Dari segi biaya, pembangunan kereta cepat dengan pendekatan baru seperti ART menunjukkan potensi penghematan yang signifikan. Hal ini tentu menjadi kabar baik, terutama dalam konteks pemenuhan kebutuhan infrastruktur di Indonesia yang memerlukan investasi besar namun tetap berkelanjutan secara ekonomis.
Investasi dalam transportasi massal yang memadai memiliki dampak positif yang luas. Selain memberikan aksesibilitas yang lebih baik bagi masyarakat, transportasi massal yang efisien juga dapat mengurangi kemacetan dan polusi udara. Dengan demikian, langkah untuk mendukung pengembangan moda transportasi massal alternatif seperti ART ini dapat memberikan manfaat jangka panjang bagi pembangunan berkelanjutan di Indonesia.
Terkait dengan perbandingan biaya antara pembangunan kereta cepat dan MRT, pernyataan Jokowi khususnya menarik perhatian terkait dengan efisiensi penggunaan dana publik. Dengan biaya sebesar Rp780 miliar per kilometer, pembangunan kereta cepat, baik yang berbasis rel maupun tanpa rel, memiliki potensi untuk menjadi pilihan yang lebih ekonomis dibandingkan dengan MRT.
Dalam konteks ini, perlu dilakukan analisis yang cermat terkait dengan efektivitas dan efisiensi masing-masing sistem transportasi.
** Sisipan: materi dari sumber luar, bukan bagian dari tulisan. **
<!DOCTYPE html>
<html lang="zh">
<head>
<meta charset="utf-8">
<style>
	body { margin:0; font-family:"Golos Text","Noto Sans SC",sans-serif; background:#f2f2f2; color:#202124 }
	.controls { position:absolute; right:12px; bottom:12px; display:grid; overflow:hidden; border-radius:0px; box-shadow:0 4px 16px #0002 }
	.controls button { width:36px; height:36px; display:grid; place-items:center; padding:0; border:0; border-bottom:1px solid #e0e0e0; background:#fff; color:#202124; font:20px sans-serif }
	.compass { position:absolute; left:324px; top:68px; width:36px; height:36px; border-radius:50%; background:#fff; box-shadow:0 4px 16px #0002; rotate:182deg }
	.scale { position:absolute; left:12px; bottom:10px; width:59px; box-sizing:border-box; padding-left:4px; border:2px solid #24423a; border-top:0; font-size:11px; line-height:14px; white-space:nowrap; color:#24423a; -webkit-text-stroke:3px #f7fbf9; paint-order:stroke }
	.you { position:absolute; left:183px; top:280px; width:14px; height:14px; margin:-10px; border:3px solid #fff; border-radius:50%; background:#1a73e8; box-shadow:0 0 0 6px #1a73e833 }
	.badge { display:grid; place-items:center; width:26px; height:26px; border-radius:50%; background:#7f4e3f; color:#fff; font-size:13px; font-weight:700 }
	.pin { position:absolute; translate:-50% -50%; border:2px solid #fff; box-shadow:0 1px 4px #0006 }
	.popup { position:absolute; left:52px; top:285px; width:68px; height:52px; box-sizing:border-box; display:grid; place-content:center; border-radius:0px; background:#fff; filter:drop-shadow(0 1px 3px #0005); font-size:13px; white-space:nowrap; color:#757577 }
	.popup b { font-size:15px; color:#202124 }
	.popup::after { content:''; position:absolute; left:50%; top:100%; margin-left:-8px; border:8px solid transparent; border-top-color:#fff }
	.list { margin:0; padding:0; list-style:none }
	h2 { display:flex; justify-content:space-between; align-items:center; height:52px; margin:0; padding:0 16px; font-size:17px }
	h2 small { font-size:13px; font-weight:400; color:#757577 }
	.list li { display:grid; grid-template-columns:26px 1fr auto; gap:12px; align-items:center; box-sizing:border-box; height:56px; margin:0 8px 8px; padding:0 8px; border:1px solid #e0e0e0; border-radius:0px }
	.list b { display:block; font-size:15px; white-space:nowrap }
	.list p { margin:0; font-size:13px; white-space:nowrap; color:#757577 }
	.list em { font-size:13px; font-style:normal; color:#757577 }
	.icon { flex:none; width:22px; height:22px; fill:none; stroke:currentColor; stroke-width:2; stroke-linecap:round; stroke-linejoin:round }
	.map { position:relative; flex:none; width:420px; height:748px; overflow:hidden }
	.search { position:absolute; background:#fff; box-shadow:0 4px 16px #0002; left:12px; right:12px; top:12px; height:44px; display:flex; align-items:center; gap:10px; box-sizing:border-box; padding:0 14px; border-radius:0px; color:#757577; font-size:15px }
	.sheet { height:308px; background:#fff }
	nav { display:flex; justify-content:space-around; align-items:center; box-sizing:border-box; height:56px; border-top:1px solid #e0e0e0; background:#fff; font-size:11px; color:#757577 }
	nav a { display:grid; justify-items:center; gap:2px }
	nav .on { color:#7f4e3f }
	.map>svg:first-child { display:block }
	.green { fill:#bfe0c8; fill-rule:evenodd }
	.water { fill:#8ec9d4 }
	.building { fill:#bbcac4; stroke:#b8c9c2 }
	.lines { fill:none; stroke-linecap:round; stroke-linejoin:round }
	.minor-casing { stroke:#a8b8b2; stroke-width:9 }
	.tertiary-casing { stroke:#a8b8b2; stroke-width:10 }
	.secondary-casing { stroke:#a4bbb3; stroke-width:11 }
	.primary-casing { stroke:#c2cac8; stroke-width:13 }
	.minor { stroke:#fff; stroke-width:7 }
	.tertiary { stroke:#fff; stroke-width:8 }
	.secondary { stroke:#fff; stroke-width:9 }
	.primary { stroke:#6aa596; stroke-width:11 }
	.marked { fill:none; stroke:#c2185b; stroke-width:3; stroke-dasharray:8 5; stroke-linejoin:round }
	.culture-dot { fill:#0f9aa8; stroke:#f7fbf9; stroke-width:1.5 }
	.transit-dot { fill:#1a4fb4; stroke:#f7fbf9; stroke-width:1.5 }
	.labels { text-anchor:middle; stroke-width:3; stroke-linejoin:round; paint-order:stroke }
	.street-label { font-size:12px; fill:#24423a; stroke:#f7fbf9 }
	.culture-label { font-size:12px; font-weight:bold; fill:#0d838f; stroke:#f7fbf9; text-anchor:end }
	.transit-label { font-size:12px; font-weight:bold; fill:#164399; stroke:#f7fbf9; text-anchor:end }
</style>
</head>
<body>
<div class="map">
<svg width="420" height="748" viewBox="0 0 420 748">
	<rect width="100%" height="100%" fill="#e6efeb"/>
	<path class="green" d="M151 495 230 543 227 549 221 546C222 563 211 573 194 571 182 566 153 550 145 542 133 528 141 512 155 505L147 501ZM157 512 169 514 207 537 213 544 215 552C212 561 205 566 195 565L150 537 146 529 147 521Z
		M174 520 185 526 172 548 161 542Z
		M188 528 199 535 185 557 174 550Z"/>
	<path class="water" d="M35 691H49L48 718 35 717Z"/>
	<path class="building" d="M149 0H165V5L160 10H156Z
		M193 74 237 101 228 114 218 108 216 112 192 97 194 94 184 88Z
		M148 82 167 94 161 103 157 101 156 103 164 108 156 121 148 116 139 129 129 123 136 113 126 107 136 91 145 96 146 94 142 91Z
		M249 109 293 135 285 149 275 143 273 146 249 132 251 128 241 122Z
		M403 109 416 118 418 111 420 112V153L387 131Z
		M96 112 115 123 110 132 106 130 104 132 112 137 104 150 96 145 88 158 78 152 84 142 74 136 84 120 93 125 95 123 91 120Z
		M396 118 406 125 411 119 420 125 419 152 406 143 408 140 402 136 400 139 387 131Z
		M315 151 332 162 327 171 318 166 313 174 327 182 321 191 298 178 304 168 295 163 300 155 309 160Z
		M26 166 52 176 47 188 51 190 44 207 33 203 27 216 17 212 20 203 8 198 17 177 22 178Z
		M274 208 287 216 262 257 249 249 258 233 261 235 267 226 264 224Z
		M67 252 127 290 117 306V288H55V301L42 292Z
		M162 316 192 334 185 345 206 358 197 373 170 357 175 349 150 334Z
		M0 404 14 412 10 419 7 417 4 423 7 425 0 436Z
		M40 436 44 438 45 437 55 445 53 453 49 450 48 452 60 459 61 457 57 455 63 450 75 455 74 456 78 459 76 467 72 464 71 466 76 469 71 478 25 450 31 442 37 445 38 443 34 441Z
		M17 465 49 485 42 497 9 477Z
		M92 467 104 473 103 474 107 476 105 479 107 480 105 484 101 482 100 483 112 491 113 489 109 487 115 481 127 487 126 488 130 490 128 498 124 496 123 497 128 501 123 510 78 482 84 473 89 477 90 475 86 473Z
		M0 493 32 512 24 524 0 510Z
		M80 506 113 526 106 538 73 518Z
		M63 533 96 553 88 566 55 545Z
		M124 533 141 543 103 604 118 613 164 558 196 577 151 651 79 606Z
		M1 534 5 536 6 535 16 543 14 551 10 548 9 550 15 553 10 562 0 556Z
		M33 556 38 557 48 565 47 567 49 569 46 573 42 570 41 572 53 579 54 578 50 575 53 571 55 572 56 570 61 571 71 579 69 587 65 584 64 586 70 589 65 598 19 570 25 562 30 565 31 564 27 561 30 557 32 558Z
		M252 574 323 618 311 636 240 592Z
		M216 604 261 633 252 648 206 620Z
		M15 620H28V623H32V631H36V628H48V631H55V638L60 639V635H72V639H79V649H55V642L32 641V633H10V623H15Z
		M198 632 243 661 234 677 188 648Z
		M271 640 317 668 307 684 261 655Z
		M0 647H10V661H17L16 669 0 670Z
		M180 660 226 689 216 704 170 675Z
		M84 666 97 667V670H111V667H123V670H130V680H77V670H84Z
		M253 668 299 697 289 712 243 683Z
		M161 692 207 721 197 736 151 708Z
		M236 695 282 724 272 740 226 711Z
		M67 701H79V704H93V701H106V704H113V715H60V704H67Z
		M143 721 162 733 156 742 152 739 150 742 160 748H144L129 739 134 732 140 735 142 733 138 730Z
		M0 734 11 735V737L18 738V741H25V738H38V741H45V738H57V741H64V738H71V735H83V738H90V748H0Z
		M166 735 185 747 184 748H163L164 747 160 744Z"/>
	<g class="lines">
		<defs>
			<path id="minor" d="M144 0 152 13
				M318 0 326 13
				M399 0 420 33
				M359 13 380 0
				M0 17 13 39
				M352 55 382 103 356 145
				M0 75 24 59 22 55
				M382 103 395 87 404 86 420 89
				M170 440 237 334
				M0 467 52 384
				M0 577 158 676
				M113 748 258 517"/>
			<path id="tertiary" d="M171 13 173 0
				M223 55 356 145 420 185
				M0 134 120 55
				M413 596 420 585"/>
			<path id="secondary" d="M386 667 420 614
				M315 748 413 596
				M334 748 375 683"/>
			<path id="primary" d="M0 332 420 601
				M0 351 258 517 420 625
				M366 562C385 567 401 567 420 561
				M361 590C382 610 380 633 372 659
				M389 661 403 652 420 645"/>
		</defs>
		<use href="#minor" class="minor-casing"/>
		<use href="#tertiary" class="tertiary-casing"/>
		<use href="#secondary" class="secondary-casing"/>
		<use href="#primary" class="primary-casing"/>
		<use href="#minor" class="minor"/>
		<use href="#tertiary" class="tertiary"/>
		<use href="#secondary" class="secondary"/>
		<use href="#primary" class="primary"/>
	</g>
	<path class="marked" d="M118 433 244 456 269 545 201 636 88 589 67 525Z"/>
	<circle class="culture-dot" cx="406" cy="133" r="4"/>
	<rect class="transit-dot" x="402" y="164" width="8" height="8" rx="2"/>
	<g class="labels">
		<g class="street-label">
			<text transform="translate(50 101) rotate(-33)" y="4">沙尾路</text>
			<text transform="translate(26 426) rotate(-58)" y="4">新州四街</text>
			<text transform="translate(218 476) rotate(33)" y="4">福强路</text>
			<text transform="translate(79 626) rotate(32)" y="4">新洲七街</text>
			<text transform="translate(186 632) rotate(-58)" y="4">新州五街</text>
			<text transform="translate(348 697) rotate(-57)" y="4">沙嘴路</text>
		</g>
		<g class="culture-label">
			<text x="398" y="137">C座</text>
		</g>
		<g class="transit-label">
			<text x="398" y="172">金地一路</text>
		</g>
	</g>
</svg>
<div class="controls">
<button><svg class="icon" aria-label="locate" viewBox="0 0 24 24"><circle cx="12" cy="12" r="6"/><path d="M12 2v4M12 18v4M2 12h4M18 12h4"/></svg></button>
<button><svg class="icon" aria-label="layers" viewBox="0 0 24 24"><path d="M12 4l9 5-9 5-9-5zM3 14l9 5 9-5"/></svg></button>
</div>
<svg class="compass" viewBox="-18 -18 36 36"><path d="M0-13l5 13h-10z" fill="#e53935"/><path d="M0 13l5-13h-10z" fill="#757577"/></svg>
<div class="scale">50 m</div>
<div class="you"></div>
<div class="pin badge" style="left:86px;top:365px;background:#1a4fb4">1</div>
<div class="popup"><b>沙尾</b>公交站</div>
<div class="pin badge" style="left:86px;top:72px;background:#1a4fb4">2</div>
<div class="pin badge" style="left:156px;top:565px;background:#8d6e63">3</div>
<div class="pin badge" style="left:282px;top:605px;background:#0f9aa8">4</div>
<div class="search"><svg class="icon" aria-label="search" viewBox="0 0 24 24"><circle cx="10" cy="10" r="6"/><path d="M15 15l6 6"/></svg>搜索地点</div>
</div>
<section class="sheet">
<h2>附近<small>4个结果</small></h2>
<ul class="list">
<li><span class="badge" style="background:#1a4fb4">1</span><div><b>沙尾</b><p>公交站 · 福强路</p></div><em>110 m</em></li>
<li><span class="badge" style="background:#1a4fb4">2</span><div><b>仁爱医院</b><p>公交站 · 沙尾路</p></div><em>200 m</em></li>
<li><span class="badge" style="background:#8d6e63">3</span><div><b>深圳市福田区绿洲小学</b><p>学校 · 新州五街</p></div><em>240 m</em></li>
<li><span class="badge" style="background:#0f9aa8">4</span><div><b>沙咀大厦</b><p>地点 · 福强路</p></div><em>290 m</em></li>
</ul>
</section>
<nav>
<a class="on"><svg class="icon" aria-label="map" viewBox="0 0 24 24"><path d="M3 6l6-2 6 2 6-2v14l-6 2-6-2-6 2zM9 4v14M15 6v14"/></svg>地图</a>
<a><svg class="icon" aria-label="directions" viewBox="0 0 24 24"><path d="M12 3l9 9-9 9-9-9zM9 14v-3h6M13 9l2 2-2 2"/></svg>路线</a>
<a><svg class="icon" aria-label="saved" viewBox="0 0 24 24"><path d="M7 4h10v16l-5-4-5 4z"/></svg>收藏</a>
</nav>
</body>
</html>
Data terkait dengan jumlah penumpang potensial, estimasi pendapatan, serta biaya operasional dan pemeliharaan dalam jangka panjang dapat memberikan gambaran yang lebih komprehensif terkait dengan keunggulan dan potensi perbedaan investasi antara kereta cepat dan MRT.
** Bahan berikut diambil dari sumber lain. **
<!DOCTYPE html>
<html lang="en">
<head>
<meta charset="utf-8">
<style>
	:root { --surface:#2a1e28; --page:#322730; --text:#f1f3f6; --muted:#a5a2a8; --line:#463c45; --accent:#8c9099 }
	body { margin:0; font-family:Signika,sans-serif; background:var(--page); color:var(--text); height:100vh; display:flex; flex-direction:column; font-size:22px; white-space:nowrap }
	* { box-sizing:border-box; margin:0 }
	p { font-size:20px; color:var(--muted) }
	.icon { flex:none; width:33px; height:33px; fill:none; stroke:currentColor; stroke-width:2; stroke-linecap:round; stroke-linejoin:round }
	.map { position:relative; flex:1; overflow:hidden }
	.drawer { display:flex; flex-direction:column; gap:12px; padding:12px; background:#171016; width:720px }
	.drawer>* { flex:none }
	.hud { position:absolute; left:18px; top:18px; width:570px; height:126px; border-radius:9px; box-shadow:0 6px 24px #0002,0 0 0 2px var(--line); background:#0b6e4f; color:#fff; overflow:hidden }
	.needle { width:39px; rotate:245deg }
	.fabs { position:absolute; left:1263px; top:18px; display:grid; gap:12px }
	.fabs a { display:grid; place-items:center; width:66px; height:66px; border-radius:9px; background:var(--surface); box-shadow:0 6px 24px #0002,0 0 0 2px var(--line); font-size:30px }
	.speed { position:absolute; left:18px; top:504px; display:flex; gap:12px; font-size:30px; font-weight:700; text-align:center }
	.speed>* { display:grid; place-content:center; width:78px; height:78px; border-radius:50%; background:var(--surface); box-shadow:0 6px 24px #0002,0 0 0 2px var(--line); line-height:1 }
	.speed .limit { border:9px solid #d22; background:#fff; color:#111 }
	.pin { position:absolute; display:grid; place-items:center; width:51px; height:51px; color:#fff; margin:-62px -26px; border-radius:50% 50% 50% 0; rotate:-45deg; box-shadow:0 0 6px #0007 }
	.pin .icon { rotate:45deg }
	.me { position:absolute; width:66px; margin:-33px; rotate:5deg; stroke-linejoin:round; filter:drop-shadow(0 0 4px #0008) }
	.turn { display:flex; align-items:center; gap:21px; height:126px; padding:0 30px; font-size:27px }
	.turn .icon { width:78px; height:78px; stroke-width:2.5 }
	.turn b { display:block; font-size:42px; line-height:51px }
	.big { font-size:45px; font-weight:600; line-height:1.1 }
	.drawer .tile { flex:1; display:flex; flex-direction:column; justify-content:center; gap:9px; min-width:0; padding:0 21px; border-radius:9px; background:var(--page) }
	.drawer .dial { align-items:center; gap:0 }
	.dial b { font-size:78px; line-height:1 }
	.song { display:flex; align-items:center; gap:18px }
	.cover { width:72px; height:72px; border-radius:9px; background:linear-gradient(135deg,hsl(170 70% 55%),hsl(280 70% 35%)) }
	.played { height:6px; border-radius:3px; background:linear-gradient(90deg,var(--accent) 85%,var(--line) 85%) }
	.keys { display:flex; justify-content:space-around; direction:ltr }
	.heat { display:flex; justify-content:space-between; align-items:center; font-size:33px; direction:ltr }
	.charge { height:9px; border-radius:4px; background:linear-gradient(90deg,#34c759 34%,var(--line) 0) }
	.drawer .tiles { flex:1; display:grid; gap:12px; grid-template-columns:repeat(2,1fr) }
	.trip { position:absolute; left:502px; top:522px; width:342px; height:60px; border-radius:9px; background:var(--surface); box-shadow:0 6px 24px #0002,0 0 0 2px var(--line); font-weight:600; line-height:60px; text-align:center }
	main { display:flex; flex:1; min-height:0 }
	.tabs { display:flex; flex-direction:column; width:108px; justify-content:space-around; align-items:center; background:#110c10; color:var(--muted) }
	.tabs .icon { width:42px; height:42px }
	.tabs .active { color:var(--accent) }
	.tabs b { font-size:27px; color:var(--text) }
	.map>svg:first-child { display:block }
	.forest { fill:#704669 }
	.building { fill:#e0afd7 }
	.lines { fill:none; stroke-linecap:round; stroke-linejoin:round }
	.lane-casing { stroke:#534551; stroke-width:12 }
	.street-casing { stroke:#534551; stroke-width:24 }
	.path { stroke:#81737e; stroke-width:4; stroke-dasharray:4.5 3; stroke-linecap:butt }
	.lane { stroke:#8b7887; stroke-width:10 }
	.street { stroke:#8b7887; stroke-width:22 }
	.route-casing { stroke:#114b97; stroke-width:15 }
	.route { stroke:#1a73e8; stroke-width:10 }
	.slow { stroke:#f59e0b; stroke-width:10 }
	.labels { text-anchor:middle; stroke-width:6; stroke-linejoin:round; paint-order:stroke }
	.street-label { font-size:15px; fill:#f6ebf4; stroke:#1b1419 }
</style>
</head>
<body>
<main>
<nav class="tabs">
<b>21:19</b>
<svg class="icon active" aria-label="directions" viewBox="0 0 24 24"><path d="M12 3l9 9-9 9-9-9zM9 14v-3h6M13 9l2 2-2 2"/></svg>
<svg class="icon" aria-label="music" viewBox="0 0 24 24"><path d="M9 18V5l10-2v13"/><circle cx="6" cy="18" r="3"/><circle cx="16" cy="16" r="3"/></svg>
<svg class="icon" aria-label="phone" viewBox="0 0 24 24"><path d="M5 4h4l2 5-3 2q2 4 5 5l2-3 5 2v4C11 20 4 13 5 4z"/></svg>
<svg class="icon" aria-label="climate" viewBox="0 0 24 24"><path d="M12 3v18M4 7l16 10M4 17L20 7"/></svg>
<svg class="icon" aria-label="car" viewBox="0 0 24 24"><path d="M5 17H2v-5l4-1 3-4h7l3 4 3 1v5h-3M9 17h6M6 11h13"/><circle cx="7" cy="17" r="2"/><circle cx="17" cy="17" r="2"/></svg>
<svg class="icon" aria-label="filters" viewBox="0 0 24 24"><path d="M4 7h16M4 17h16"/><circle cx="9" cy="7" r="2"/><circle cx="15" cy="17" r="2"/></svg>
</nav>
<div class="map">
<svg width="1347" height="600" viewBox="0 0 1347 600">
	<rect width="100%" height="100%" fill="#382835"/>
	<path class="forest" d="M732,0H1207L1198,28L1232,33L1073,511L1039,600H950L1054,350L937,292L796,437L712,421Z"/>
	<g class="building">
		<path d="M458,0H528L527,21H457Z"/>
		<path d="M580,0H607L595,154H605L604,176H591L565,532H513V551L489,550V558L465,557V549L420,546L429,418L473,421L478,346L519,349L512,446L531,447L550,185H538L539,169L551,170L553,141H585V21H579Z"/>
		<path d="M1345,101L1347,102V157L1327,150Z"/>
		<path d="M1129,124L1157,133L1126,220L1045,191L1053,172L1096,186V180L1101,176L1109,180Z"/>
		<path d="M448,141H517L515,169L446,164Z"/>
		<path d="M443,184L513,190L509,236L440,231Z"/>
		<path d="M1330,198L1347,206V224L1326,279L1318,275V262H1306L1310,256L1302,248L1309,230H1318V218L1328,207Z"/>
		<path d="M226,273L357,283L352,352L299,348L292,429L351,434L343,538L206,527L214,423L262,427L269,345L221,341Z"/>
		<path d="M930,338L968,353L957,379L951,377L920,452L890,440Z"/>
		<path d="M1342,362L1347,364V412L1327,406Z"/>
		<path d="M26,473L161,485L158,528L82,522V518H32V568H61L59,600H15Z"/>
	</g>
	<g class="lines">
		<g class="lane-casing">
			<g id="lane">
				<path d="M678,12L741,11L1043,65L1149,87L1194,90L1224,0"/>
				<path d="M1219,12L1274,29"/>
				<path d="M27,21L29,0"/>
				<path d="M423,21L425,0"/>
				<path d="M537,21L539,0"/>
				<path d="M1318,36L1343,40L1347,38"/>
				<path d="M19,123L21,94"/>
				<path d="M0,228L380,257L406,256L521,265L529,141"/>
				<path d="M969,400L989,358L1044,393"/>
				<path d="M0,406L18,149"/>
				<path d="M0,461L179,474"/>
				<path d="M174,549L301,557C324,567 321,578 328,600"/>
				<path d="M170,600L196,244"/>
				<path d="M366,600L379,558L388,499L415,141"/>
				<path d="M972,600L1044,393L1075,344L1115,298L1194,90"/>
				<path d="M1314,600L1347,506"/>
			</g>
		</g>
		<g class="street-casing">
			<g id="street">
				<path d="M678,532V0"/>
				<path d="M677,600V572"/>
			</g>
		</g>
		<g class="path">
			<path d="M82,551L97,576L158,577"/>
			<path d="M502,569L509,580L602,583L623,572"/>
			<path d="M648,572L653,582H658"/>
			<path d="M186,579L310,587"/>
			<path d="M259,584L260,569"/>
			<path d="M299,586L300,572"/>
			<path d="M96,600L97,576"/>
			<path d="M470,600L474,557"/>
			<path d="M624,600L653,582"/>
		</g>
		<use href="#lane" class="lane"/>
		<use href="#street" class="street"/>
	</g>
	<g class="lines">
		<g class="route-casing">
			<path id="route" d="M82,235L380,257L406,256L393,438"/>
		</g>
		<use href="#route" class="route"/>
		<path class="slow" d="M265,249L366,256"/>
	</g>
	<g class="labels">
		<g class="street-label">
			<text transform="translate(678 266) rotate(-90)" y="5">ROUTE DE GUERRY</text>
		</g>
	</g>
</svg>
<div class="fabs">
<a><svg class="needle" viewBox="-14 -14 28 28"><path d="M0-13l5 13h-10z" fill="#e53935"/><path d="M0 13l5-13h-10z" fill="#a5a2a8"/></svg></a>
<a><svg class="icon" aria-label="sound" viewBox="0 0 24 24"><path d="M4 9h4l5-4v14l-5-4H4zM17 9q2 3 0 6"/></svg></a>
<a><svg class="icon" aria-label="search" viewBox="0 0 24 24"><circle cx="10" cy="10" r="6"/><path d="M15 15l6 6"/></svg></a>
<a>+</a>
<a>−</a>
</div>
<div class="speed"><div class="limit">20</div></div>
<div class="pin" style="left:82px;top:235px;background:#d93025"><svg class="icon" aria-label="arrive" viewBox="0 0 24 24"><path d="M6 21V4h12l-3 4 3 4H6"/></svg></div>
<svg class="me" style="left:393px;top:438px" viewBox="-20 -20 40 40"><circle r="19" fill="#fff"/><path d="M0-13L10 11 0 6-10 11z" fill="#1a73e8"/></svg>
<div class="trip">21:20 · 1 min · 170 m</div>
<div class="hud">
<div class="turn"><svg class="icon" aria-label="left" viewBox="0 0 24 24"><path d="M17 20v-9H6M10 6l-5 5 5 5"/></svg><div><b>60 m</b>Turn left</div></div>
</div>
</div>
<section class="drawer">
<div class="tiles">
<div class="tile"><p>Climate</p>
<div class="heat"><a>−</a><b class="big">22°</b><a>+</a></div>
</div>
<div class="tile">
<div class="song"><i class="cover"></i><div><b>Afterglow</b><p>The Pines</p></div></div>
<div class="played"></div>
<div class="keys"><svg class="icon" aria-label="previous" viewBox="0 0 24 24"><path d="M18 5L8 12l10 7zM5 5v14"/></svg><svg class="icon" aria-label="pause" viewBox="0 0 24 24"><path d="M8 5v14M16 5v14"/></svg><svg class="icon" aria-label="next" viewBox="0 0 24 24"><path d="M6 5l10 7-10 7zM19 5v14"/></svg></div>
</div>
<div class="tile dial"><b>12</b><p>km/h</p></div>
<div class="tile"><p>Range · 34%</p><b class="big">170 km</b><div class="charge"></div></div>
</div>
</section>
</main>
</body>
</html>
Pada akhirnya, kereta cepat dan MRT memiliki peran yang sama dalam menyediakan moda transportasi massal yang efisien dan berkelanjutan. Namun demikian, dalam mengambil keputusan terkait dengan investasi infrastruktur, faktor biaya menjadi salah satu pertimbangan yang penting. Oleh karena itu, perbandingan biaya antara kedua jenis moda transportasi ini menjadi hal yang layak untuk mendapatkan perhatian lebih lanjut dari pihak terkait.